I was in a yoga class once that ended on a hot day when I experienced a missed opportunity to truly live gratitude. We were all seated in the lotus position, the lights dimmed and the door open so the breeze could blow through the studio. Soft music played in the background and our hands were pressed together in our hearts as we whispered our names. At that moment, a man apparently suffering from mental illness stepped through the open door to say hello and ask, "What are you all doing here?" He was kind enough, but the response was instant. The people closest to him dispersed while others turned away or shook their heads. Nobody answered him. I wanted to, but I wasn't collecting my thoughts fast enough. The teacher rushed over to tell him to go, pushed him out the door, and closed it behind him.
It was like everyone in the room had forgotten what they'd done before the man walked in. Yoga classes often end with students saying Namaste as an expression of gratitude for the experience they had just had, the teacher who conducted it and the fellow students with whom they shared it. But it is also widely viewed as a spiritual connotation, as a conscious recognition of another person's soul, the divine light that dwells within all of us. Some translate Namaste literally from Sanskrit, meaning "The light in me acknowledges the light in you."
I think my classmates decided that not everyone is worthy of a namaste. I don't wanna be too hard I understand why people were scared, like they often suffer from mental illness, or turned off by the disorder when they were in the middle of a peaceful moment. But if we'd all taken a moment to just notice this man (an act of resistance), I would have quickly realized that he meant no harm to us. He was just curious and, I think, lonely. It seemed like most of all he wanted someone to talk to, and here he had found a group of people in a quiet place expressing gratitude. We may forgive him for thinking we were the kind of people who are receptive to his attempt to connect.
We live in an amazing time. When we are part of the Information Age, we can learn all kinds of wisdom and ancient teachings as well as all new ones. Yoga has been practiced for hundreds of years.

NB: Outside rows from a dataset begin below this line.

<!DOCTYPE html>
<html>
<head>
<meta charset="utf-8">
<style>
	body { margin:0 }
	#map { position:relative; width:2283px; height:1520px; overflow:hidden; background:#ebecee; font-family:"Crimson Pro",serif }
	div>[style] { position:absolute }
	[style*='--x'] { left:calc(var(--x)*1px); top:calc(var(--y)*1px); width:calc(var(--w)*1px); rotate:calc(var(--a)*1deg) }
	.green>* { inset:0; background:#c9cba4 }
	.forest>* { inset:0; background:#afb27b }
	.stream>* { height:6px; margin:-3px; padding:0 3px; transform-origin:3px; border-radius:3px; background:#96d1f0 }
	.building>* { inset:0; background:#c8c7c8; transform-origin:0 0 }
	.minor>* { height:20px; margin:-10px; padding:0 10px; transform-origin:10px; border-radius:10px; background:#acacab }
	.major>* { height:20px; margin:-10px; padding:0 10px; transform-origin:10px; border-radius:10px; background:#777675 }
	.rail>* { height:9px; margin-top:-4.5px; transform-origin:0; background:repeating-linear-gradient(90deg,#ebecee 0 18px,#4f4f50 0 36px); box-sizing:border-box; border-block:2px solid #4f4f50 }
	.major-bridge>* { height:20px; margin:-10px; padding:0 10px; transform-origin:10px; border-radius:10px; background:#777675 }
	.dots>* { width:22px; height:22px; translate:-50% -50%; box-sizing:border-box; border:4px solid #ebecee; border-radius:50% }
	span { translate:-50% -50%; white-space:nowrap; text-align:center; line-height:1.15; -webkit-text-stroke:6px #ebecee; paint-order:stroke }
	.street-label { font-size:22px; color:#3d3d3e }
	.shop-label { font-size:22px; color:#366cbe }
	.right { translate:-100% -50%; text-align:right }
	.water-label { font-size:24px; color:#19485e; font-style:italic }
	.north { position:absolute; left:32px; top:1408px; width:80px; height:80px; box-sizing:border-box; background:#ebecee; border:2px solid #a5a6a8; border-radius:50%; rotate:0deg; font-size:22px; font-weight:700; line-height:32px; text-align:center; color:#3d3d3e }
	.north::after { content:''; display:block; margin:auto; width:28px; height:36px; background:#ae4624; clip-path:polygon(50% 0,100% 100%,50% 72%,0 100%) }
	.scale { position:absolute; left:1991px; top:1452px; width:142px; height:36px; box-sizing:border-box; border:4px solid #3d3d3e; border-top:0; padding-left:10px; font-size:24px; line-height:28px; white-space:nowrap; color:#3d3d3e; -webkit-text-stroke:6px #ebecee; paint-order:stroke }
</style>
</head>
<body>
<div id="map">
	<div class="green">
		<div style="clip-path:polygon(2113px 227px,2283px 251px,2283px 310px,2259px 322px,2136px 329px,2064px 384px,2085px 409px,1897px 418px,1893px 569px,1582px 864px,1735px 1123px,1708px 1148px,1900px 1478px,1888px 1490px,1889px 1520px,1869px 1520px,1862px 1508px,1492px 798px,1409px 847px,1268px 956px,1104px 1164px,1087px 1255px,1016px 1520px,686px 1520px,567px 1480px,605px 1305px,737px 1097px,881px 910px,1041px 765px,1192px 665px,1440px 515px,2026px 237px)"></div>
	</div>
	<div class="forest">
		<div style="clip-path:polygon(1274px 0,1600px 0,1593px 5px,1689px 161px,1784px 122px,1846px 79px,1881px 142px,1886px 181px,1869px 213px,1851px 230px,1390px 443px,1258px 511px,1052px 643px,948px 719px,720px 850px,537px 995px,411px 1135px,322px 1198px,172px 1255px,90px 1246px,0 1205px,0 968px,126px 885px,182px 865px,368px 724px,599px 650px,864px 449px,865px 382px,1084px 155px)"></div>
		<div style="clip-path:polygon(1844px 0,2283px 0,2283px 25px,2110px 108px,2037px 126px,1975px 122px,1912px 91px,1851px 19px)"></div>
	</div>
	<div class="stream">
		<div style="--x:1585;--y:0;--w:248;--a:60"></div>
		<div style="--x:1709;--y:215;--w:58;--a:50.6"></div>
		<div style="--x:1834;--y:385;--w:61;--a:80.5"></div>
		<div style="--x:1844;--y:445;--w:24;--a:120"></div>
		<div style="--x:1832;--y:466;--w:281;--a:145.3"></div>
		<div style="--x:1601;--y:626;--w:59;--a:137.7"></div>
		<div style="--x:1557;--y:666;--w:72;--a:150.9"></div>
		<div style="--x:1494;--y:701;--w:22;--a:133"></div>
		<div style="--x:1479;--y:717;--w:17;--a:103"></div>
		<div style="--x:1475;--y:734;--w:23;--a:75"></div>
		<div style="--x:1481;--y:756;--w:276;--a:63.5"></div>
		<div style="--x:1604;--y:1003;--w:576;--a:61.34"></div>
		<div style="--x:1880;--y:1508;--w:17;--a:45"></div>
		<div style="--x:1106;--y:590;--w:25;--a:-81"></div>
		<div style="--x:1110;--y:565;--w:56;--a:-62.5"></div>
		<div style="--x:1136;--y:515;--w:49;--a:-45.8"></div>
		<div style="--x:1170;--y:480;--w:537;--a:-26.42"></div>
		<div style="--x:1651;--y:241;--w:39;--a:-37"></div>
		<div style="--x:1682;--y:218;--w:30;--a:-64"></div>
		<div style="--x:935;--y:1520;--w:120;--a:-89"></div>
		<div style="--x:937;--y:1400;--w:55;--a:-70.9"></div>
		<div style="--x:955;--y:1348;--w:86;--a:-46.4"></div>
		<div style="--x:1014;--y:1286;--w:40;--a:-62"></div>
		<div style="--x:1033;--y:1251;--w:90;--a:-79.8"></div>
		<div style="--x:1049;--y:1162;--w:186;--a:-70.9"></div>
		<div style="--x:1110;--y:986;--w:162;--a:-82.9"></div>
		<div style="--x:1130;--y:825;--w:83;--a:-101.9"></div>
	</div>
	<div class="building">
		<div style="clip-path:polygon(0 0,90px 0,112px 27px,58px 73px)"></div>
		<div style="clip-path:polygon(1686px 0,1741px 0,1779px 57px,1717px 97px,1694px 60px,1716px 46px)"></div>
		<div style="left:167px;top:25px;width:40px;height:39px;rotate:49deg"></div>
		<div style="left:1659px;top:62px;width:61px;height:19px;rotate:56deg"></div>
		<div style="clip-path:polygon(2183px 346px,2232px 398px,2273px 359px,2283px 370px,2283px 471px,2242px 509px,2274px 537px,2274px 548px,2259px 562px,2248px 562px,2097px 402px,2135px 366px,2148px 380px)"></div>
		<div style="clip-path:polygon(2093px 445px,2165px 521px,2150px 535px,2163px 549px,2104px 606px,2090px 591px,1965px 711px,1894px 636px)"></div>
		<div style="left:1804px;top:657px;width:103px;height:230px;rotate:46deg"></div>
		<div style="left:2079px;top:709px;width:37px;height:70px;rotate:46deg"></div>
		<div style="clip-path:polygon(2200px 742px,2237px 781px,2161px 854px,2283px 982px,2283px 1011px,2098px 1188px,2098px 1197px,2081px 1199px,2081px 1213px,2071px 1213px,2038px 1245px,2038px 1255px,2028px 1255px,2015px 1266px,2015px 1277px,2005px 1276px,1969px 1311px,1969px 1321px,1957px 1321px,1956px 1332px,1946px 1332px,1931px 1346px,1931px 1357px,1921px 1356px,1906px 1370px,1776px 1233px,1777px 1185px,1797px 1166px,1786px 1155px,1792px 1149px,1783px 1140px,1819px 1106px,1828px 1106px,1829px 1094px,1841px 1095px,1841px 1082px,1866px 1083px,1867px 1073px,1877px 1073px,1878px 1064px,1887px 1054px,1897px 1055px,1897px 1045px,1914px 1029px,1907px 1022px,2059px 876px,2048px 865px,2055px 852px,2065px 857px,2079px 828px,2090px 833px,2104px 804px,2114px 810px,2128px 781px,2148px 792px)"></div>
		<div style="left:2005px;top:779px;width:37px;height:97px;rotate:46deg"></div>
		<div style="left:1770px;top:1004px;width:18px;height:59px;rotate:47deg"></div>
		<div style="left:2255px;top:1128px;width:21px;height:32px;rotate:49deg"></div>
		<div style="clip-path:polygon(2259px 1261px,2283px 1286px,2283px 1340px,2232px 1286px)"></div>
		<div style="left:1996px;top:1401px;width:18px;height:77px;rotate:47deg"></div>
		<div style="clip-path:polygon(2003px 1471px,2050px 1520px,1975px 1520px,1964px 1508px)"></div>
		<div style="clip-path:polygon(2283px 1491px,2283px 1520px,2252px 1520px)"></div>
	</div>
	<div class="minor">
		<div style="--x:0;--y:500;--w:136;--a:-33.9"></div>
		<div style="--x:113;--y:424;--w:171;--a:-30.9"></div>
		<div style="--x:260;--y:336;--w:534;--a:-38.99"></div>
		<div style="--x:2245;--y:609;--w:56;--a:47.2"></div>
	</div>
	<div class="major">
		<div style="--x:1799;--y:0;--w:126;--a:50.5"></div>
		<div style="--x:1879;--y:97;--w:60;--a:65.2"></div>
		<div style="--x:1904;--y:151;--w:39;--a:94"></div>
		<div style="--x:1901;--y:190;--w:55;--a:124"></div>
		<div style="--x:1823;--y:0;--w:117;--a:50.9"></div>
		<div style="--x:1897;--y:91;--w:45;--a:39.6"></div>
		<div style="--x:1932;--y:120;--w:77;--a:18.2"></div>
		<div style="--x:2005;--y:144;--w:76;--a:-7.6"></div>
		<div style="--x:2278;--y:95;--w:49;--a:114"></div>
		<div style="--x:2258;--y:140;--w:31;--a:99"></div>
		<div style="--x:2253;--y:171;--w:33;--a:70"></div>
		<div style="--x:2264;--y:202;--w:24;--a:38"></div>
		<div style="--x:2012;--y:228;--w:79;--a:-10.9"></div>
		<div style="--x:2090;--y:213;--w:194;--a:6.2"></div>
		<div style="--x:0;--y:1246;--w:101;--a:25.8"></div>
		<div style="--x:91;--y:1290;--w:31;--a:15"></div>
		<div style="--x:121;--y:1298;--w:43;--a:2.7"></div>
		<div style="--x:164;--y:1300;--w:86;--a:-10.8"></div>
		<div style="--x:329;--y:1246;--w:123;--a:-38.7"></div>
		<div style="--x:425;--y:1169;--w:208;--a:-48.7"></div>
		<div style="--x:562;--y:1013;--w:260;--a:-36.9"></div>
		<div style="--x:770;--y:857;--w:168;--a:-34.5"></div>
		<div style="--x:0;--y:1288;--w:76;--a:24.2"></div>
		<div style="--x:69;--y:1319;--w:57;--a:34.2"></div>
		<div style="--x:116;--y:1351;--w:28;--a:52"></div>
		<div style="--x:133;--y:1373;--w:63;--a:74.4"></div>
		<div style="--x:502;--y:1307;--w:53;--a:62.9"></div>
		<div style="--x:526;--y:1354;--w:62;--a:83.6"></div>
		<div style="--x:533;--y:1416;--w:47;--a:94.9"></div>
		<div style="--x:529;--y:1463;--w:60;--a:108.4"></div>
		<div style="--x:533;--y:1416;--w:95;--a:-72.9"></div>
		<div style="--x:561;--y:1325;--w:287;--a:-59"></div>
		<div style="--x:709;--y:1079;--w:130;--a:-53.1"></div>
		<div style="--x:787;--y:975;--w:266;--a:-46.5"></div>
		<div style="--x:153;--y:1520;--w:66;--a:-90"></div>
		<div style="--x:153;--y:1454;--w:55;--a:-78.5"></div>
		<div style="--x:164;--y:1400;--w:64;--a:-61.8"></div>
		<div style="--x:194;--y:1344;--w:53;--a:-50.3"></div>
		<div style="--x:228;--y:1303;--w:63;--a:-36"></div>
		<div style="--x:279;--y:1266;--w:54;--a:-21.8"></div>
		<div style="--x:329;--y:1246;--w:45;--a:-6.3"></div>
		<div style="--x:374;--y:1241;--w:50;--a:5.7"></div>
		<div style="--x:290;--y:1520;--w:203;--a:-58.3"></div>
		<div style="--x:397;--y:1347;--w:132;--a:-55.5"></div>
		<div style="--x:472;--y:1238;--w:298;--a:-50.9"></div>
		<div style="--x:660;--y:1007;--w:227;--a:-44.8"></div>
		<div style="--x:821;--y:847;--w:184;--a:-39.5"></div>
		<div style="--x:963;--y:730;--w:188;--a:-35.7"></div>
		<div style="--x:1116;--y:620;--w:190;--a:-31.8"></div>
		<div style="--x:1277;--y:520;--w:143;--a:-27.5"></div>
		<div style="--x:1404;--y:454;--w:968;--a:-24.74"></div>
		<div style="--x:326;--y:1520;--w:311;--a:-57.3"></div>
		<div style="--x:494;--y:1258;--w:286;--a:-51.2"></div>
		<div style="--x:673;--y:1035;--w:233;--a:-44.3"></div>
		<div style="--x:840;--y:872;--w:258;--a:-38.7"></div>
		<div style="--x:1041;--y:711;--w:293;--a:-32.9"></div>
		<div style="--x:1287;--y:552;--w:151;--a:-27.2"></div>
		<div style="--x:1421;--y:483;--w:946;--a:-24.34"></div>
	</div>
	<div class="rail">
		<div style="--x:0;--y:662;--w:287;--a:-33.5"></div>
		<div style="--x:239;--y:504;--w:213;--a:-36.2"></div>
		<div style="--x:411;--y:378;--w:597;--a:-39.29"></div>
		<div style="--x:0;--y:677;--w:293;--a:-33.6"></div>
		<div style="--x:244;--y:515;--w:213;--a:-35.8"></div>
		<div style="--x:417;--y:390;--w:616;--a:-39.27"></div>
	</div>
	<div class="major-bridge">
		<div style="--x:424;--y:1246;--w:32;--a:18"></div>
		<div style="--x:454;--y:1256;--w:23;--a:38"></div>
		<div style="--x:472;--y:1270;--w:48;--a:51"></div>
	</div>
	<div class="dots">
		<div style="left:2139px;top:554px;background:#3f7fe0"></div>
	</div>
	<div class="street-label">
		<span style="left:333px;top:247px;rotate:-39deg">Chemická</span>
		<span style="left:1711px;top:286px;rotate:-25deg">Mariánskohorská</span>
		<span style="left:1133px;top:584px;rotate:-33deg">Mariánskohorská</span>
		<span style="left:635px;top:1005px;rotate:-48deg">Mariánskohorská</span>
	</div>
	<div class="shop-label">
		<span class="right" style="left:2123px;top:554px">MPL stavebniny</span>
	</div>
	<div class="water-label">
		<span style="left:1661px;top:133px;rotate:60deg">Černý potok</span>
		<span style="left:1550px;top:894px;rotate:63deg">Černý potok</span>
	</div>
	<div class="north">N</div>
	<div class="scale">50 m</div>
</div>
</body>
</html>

There are verses in the Bible about gratitude. There is truth and power in these ancient ways, but let's make sure we get the best out of them. These ancient concepts should be more than just things that you think silently or say on the autopilot. If we really want the benefits, we have to learn how to live them.
When you are grateful for something in your life, you need to find a way to bring some of that grateful energy back into the world instead of holding onto it. Only in this way can it flow.